Inge died in killing frenzy
2007-02-20 22:29
Cape Town - The person who murdered Stellenbosch student Inge Lotz carried on stabbing her even after she was dead, the Cape High Court heard on Tuesday.
Dr Ansie Adendorff - who was district surgeon in Stellenbosch at the time - was giving post mortem evidence in the trial of Lotz's boyfriend Fred van der Vyver, who has pleaded not guilty to the March 2005 slaying.
Adendorff was specially flown in by the prosecution from the United Kingdom, where she is now working in a Notting Hill hospital.
According to her report, handed in as evidence, Lotz was hit or stabbed at least 37 times during the assault.
Tried to ward off attack
Adendorff told the court the initial wounds - which repeatedly fractured Lotz's skull - were inflicted with a blunt object, and it seemed from wounds on her right hand and a broken metacarpal that she tried to ward off the attack.
However, the lack of blood from other wounds, including 17 stab wounds to the neck, indicated that her heart had stopped beating by the time they happened.
Also inflicted after death was a gaping hole in her chest, about 10cm across, which appeared to be made up of multiple stab wounds.
It appeared from the clean edges as if the object - which could have been a knife - was inserted and then pulled downwards.
Two ribs were severed in the process, something which she said required considerable force, and five wounds pierced the lungs.
Adendorff also noted that Lotz had a broken nose. "It looks to me like someone who was hit with a fist," she said of this injury.
She said a small puncture wound on the right of Lotz's neck could have been caused by the spike of an earring when her head was forcefully turned to that side.
Skull 'soft'
Lotz had also bled from the ears and her lungs had filled with blood which flowed down through her air passages from the skull injuries.
In her initial observations in the autopsy report, Adendorff noted that Lotz's skull was "soft as a result of blunt violence".
She said all the stab wounds to the neck were inflicted from left to right, in a downward direction, and their depth varied from superficial to five centimetres.
Referring to the blunt-object wounds to the head, some of which showed a semi-circular edge, she said she had told detectives to look for a hammer as one of the murder weapons.

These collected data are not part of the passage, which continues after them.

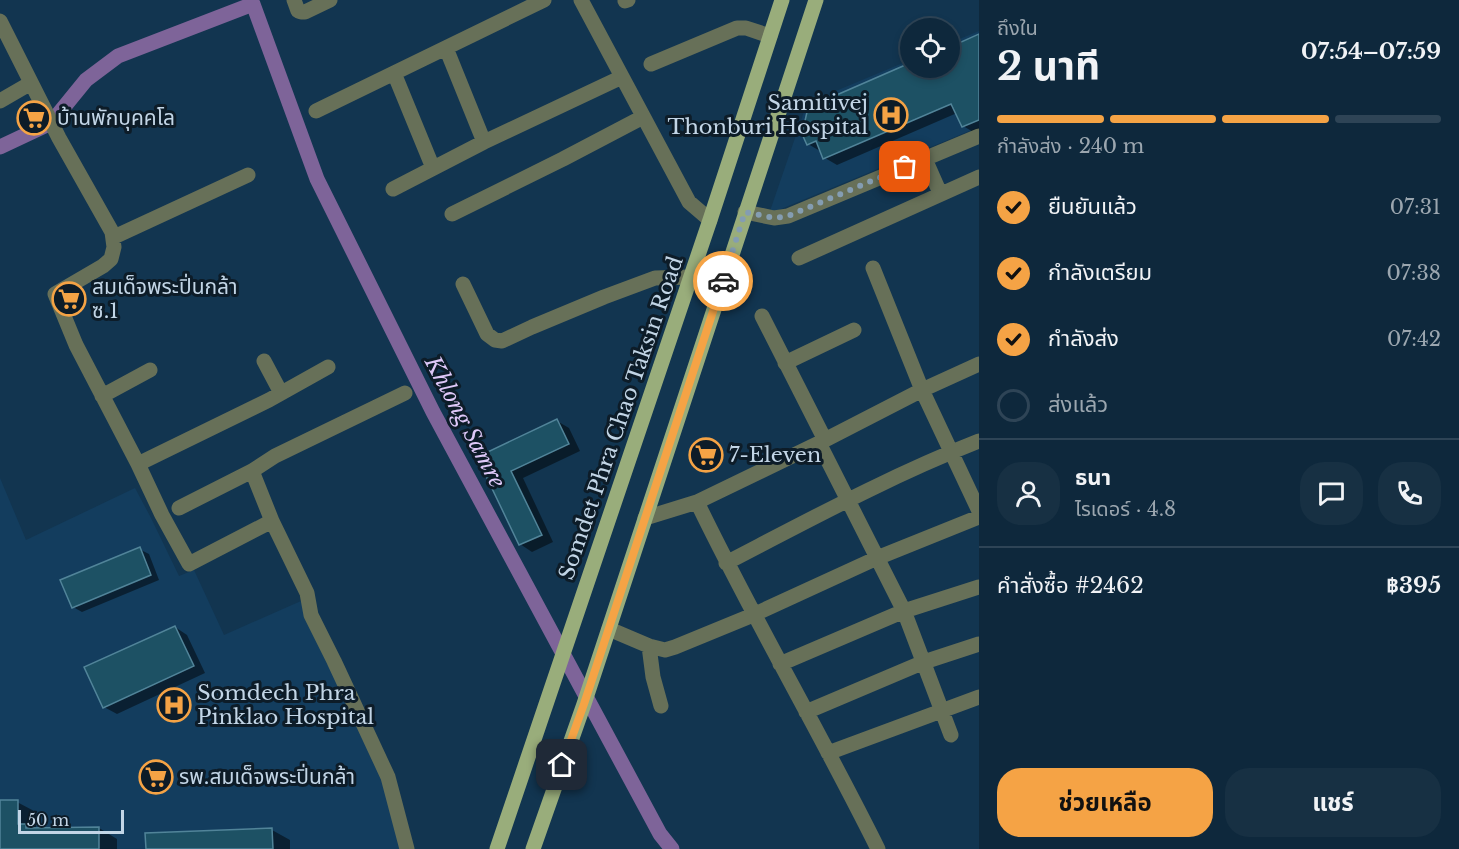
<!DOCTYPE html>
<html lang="th">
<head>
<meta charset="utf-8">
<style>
	body { margin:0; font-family:"Libre Baskerville","Noto Sans Thai",serif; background:#173043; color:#f1f3f6; height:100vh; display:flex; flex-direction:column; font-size:22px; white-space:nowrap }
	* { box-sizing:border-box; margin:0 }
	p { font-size:20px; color:#9ba6af }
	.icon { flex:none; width:33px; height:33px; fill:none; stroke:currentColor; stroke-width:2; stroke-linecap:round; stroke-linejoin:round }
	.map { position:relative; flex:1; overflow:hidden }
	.panel { display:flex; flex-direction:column; background:#0e283c; width:480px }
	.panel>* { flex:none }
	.buttons { position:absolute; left:900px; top:18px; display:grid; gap:12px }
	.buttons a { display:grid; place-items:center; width:60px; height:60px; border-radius:50%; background:#0e283c; box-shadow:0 3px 9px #0003,0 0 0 2px #2e4456; font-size:30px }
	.scale { position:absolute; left:18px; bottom:15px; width:106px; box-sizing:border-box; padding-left:6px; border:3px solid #c2d5e6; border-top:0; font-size:16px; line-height:21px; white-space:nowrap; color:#c2d5e6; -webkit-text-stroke:4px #0d1c28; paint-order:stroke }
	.pin { position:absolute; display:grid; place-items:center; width:51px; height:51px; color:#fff; margin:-26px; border-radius:12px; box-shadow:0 3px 9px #0006 }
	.courier { position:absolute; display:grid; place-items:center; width:60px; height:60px; margin:-30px; border:4px solid #f5a345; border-radius:50%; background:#fff; color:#222; box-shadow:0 2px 8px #0007 }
	.overview em { font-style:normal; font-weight:700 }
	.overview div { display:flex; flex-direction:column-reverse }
	.overview { display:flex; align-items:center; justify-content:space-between; height:102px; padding:0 18px }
	h1 { font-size:39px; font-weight:700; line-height:45px }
	.bar { display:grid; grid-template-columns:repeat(4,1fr); gap:9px 6px; align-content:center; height:72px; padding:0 18px }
	.bar i { height:8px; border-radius:4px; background:#2e4456 }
	.bar .on { background:#f5a345 }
	.bar p { grid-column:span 4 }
	.line { display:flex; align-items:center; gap:15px; padding:0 18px; border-top:2px solid #2e4456 }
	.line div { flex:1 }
	.round { display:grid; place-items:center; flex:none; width:63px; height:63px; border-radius:24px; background:#173043 }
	ol { padding:0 18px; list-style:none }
	li { display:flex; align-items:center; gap:18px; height:66px }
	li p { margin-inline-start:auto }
	li .icon { padding:6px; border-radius:50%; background:#f5a345; color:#111; stroke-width:4 }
	li:last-child { color:#9ba6af }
	li i { width:33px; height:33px; border:3px solid #2e4456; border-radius:50% }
	.primary-button { display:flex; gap:12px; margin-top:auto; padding:12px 18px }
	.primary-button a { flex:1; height:69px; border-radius:24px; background:#f5a345; color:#111; font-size:24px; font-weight:700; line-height:69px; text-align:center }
	.primary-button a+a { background:#173043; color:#f1f3f6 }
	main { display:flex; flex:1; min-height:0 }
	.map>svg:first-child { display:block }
	.built { fill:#133d5e }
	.shadow { fill:#0007 }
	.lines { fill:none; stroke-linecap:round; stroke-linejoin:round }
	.canal { stroke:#7e6499; stroke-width:15 }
	.building { fill:#1d5164; stroke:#518499; stroke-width:1.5 }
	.minor { stroke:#677058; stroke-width:15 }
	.major { stroke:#99ad7b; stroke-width:15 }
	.done { stroke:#849db2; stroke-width:6; stroke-dasharray:0 10.8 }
	.route { stroke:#f5a345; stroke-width:8 }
	.labels { text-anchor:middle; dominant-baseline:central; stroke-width:6; stroke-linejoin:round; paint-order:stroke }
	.poi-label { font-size:21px; fill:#c2d5e6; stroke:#0d1c28; text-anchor:start }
	.street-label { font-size:21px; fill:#c2d5e6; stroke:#0d1c28 }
	.water-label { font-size:22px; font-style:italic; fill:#dec8f8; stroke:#0d1c28 }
</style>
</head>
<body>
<main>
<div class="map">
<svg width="979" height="849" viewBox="0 0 979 849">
	<rect width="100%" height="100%" fill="#123550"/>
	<!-- built -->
	<path class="built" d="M979,31v96l-210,87 38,-111 103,-43v8h40v-25z
		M0,478l26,62 109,-52 16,30 28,58 15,-6 30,65 77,-34 80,174 20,74h-401z"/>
	<!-- shadow -->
	<path class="shadow" d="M979,36v96l-4,1 -12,-7 -6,-13 -120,52 -12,-7 -5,-7 -12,-7 9,-39 93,-40v3h40v-20z
		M557,421l12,7 11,23 -57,27 30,64 -21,10 -12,-8 -41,-86z
		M139,549l10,5 10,26 -77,32 -9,-5z
		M175,627l12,8 18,38 -88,41 -13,-7z
		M17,802l19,10v17l63,-1 18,11v10h-117v-31z
		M272,830l18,10v9h-142z"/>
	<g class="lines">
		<!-- canal -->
		<path class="canal" d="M251,0l2,4 64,175 116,233 227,422 12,15
			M0,147l51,-24 35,-43 32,-24 135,-52"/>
	</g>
	<!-- building -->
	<path class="building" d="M979,34v86l-17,7 -11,-23 -128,55 -7,-18 -9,4 -5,-11 5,-22 9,-8 94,-41v5h40v-21z
		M557,419l12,25 -58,27 31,64 -23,10 -42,-88z
		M140,547l11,28 -79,33 -12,-28z
		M175,626l19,40 -91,42 -19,-41z
		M0,800h18v24h8v4l73,-1v22h-99z
		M272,828l1,21h-127l-1,-16z"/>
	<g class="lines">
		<!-- minor -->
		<path class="minor" d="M294,0l4,11 3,1h4l25,-12
			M581,0l108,202 21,18
			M625,1l3,-1
			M0,21l59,117 53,94 2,15 -3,12 -8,7 -48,28 21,51 62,119 24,51 27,49 83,-43
			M446,48l38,94
			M651,64l86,-36h9l24,8
			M394,73l39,95
			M0,101l31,-18
			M316,111l228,-111
			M925,159l15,34
			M393,189l91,-47 138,-65
			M745,212l29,6 14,-2 191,-80
			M452,214l111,-55 80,-42
			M114,237l134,-62
			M799,258l180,-81
			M873,268l49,122 57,121
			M463,284l24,50 8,6 7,1 30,-14 72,-30 51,-19 36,-1
			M762,316l63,124
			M264,361l17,32
			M785,363l69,-33
			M102,396l48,-26
			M819,443l85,168 47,124
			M138,464l131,-64 59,-33
			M252,471l20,50 35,72 4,22 23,46 54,116 19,72
			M697,502c57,118 123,230 181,347
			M179,508l73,-37 23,-15 130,-63
			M645,518l52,-16 122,-59 103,-53 57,-26
			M726,563c83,-43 166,-88 253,-122
			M609,629l40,17 16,4 10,-3 78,-32 124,-57 102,-41
			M649,646l4,31 8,29
			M780,664l124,-53 75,-24
			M806,712l118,-50 55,-18
			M828,753l151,-56"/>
		<!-- major -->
		<path class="major" d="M497,849l213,-629 72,-220
			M533,849l51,-145 232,-704"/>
	</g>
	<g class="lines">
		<!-- done -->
		<path class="done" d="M723,281l22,-69 29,6 14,-2 117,-49"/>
		<!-- route -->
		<path class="route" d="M562,765l22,-61 139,-423"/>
	</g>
	<!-- icons -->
	<defs>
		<g id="hospital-ring" transform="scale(1.725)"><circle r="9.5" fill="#0d1c28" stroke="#f5a345" stroke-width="1.5"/><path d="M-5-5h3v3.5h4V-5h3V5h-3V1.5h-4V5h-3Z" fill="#f5a345"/></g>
		<g id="supermarket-ring" transform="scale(1.725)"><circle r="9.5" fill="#0d1c28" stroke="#f5a345" stroke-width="1.5"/><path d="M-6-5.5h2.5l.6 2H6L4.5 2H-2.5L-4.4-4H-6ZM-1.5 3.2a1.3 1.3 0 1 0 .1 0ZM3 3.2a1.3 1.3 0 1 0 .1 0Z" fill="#f5a345"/></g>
	</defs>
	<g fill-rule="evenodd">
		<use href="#hospital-ring" x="891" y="115"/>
		<use href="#supermarket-ring" x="34" y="118"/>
		<use href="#supermarket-ring" x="69" y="299"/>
		<use href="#supermarket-ring" x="706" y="455"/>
		<use href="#hospital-ring" x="174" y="705"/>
		<use href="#supermarket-ring" x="156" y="777"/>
	</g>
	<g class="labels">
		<!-- poi labels -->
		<g class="poi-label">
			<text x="868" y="103" text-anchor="end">Samitivej<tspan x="868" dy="24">Thonburi Hospital</tspan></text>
			<text x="57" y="118">บ้านพักบุคคโล</text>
			<text x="92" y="287">สมเด็จพระปิ่นกล้า<tspan x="92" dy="24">ซ.1</tspan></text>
			<text x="729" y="455">7-Eleven</text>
			<text x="197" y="693">Somdech Phra<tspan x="197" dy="24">Pinklao Hospital</tspan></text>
			<text x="179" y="777">รพ.สมเด็จพระปิ่นกล้า</text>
		</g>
		<!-- street labels -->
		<g class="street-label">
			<text transform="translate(621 418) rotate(-71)">Somdet Phra Chao Taksin Road</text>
		</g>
		<!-- water labels -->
		<g class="water-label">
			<text transform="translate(465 422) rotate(62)">Khlong Samre</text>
		</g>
	</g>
</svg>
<div class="buttons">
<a><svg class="icon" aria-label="locate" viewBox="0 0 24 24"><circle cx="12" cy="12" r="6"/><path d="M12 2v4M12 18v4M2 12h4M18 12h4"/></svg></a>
</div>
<div class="scale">50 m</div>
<div class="pin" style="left:905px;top:167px;background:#ea580c"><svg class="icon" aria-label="bag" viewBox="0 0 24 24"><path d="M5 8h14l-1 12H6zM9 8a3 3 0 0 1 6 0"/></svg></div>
<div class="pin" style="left:562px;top:765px;background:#1f2937"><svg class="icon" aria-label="home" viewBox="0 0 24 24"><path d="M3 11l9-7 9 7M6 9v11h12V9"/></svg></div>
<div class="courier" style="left:723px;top:281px"><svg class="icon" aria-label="car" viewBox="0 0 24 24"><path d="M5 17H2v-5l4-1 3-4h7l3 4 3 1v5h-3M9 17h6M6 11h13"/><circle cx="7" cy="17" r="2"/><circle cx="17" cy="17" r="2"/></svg></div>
</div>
<section class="panel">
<div class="overview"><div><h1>2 นาที</h1><p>ถึงใน</p></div><em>07:54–07:59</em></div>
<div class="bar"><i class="on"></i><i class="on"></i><i class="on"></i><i></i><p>กำลังส่ง · 240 m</p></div>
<ol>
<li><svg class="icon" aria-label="check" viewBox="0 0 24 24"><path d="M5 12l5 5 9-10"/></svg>ยืนยันแล้ว<p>07:31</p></li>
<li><svg class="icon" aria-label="check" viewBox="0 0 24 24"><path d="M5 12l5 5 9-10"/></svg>กำลังเตรียม<p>07:38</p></li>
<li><svg class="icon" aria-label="check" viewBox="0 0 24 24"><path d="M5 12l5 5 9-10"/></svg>กำลังส่ง<p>07:42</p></li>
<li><i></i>ส่งแล้ว</li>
</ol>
<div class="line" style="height:108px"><a class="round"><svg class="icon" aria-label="person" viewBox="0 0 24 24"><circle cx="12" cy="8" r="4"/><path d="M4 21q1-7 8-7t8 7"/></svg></a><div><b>ธนา</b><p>ไรเดอร์ · 4.8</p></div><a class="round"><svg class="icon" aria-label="chat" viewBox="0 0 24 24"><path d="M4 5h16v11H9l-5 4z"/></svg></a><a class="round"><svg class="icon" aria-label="phone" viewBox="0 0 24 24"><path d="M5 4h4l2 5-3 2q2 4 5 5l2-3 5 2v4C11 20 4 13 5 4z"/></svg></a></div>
<div class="line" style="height:78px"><div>คำสั่งซื้อ #2462</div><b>฿395</b></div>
<div class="primary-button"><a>ช่วยเหลือ</a><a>แชร์</a></div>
</section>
</main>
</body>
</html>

The prosecution has already handed in as evidence an ornamental hammer with which it claims Van der Vyver committed the killing.
Photographs
Adendorff backed her testimony with photographs taken of Lotz's wounds during the post mortem, which were projected onto a screen in the courtroom.
Judge Deon van Zyl warned members of the public sitting in the gallery that the images could be disturbing, and advised them to leave if they did not have the stomach for it.
Later in the proceedings he asked the prosecuting team to stop showing the photographs on the screen and Adendorff continued her testimony referring to a collection of printed photographs instead.
The prosecution has indicated it may consider leading evidence from a psychologist on the nature of the attack.